The convoy stopped as the road reached its end at the edge of a large and ancient trench. What caused it was a plane crash, one that started its descent miles away and carved up the earth when it finally met the ground till it came to rest at the road. It was a Xian H-9 heavy-bomber, a Chinese nuke-carrier. Once, it was the pride of the PLA's fleet, a harbinger of death among many others. Now, it was just another rusted wreck among many others. In the Old World, there were other weapons that defied the forces of nature, the ones at present but dim shadows of the storied past. This bomber, alongside the sneaky submarines that hid themselves in the coast, brought the great beast America to its knees.

The lead Centaur popped its gunner's hatch, and out came Kitty Reyncourt, the expedition's frontier judge.

Frontier judges were a new concept for the next age of expansion, which was fitting considering that they came about the time Aegis was in its first conception. Out in the frontier, the lands were as lawless as they came. Dominion soldiers, pioneers and citizens alike could do just about anything they wanted. To impose the rule of law, and guarantee that the newly absorbed communities could build a lasting relationship with their new country, the High Marshal decreed that the Dominion Supreme Court would send out its best to bring the frontiersfolk to heel.

Kitty was born to two English immigrants, Bettany Paul and Layra Reyncourt, neither of which survived long in the irradiated lands surrounding Austin. Driven away by the savage dwellers that predated the wasters who settled the ruins, Kitty and her sister Nancy traveled with other nomads, eventually joining other caravans heading West. Back then, the Dominion wasn't as big as it was, but its presence was slowly reaching that of 'well-known'. The Reyncourt sisters were processed into citizenship, on account of their being orphans and their age.

Nancy enrolled into school, so did Kitty. One sister discovered she was very good at putting people back together, the other found her calling by blowing them apart. Nancy became a doctor, Kitty joined the Army. Later, the latter went through the academy and got sworn in as a judge. She'd worked the streets of Carlon and the Mile for two years, both of which signified as every judge's rite to passage.

She was a seasoned enforcer of the law, which more than qualified her for the frontier.

It wasn't out of duty that she went along with the expedition, but out of youthful wanderlust and a chance to see the world beyond the borders of the Dominion. But that was only half the reason, it was mostly because her sister, stubborn little Nancy Reyncourt, wanted to go. Older sister's instinct, damnable as it was, told her to follow. No amount of arguing could keep her out of it, so the Reyncourt sisters were both on the road once again.

Kitty pulled on the edges of her wool beanie hat to hide the stray strands of dark blonde hair from the desert wind blowing from the East. The skin on her face had dried up from the heat, no matter how hard she tried to keep herself hydrated. Wearing a protective suit, like what most of her fellow pioneers wore, might have helped.

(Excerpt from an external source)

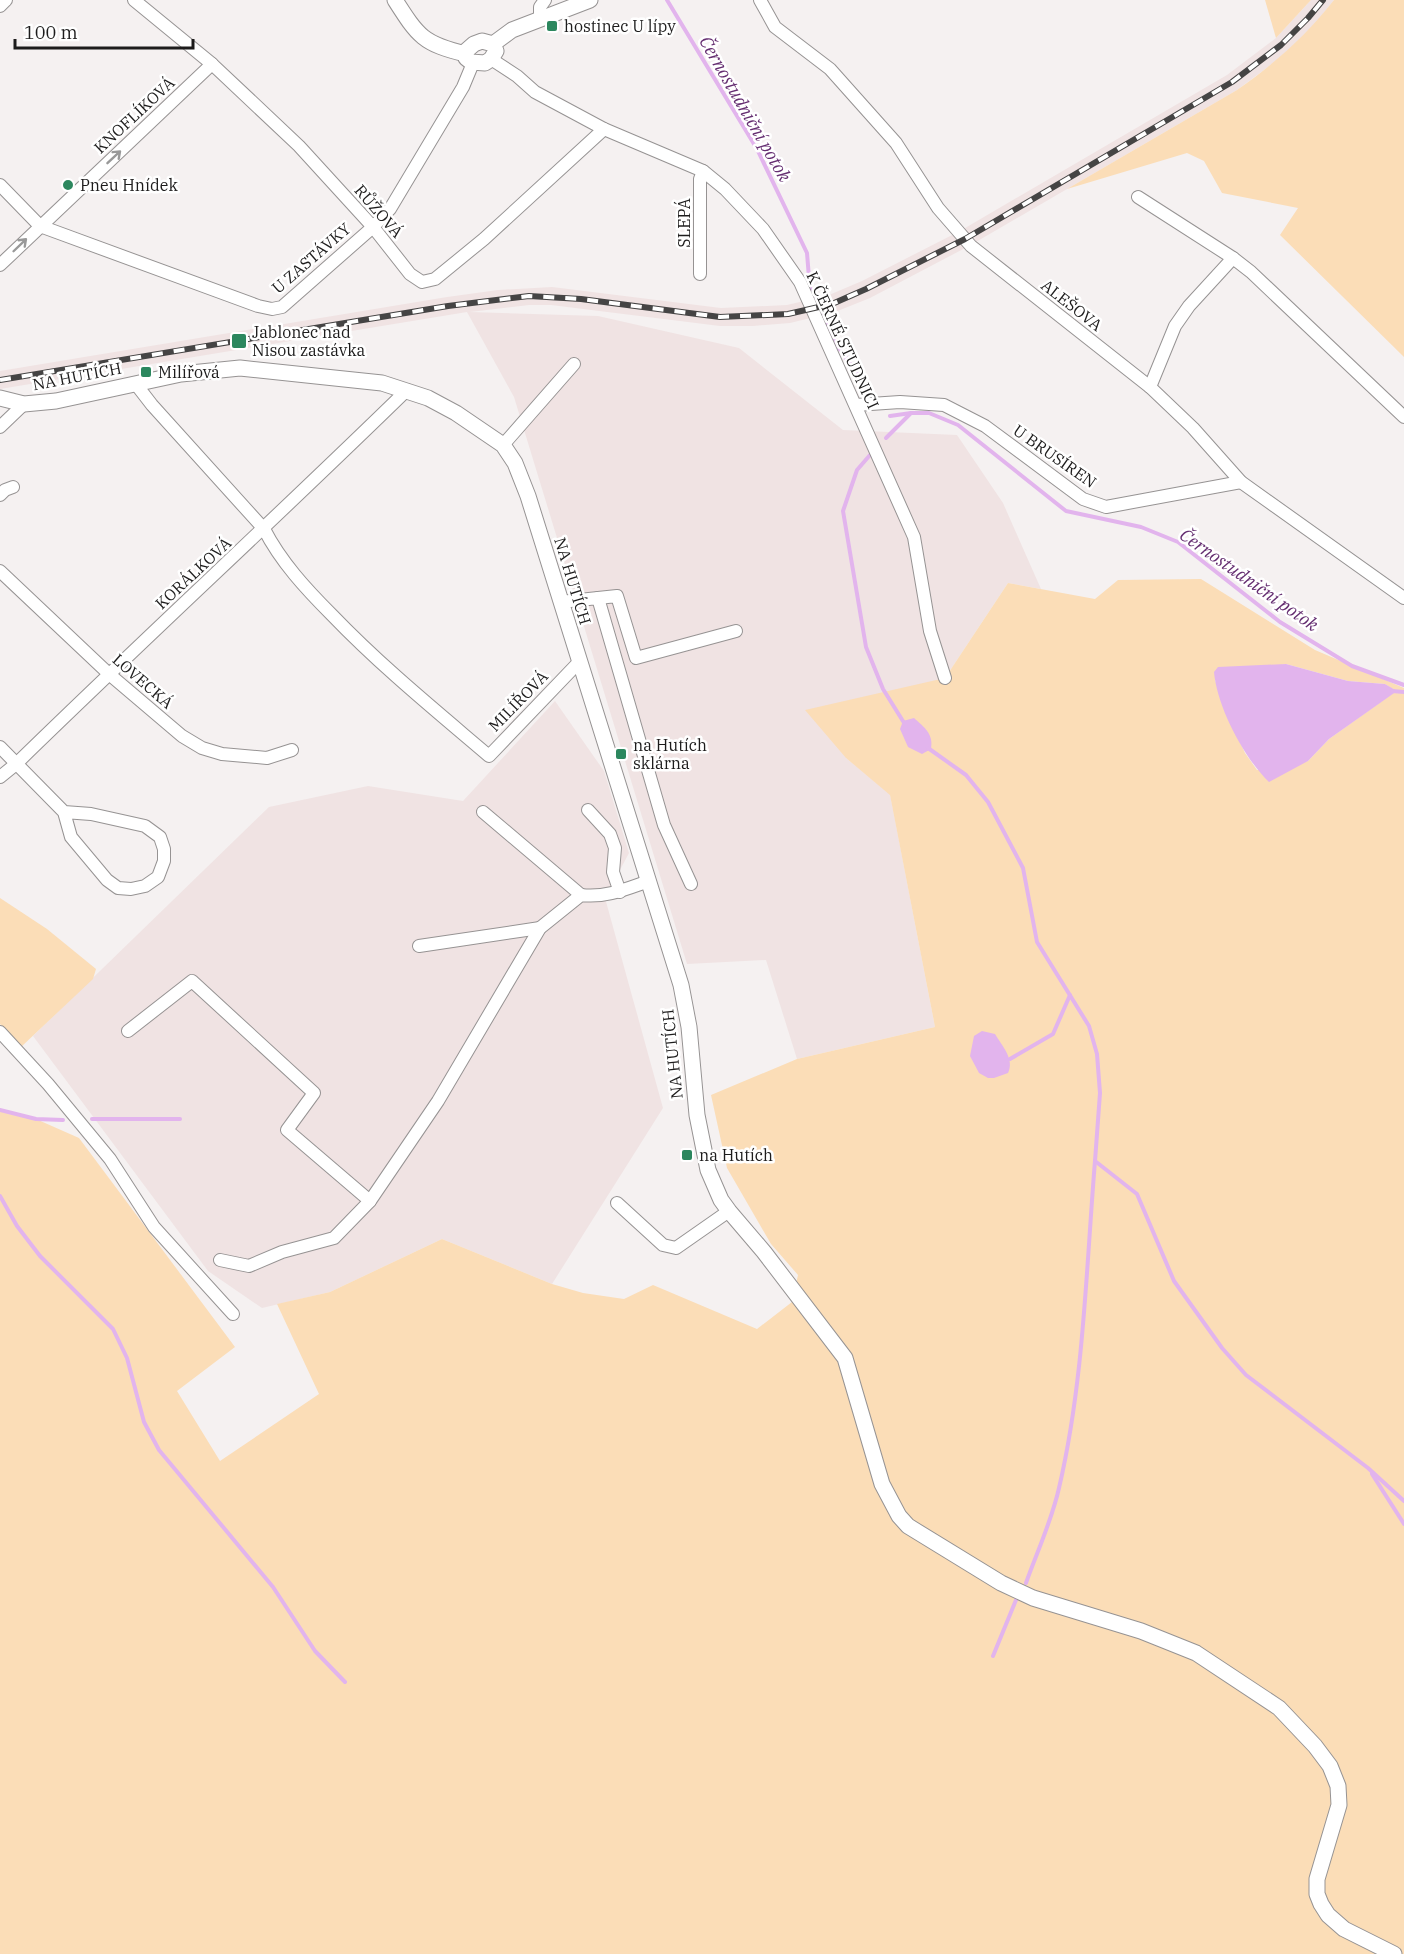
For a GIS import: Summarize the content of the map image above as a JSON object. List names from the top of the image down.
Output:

They came with their own cooling systems, like the ones inside a hard-suit or power-armor. But those things were expensive, and hard to maintain. Kitty knew the cheaper tricks her life as a rook taught her, though sometimes the desert wins just the same.

The woman had a pretty face. Pretty, but there was no kindness in it. The hard years of her youth, the horrors she witnessed, and even harder years in the military have scraped away any softness in Kitty. It was all there, beneath the thin veneer she called her skin, the years of acrid bitterness and toil just about ready to burst. She had a look of mocking cruelty, an ice queen's frigid presence, but even in that there was a certain appeal.

Kitty wore a large faux leather jacket, with coolant tubes built into the lining similar to the protection suits the rooks wore on a hot day, to hide the multi-cam fatigues she wore beneath it. She was the only member of the expedition to retain the colors of the Dominion Army, though it would take a practiced eye to see the difference. And on her chest hung the badge, kept shiny through meticulous care- the symbol of blind Lady Justice.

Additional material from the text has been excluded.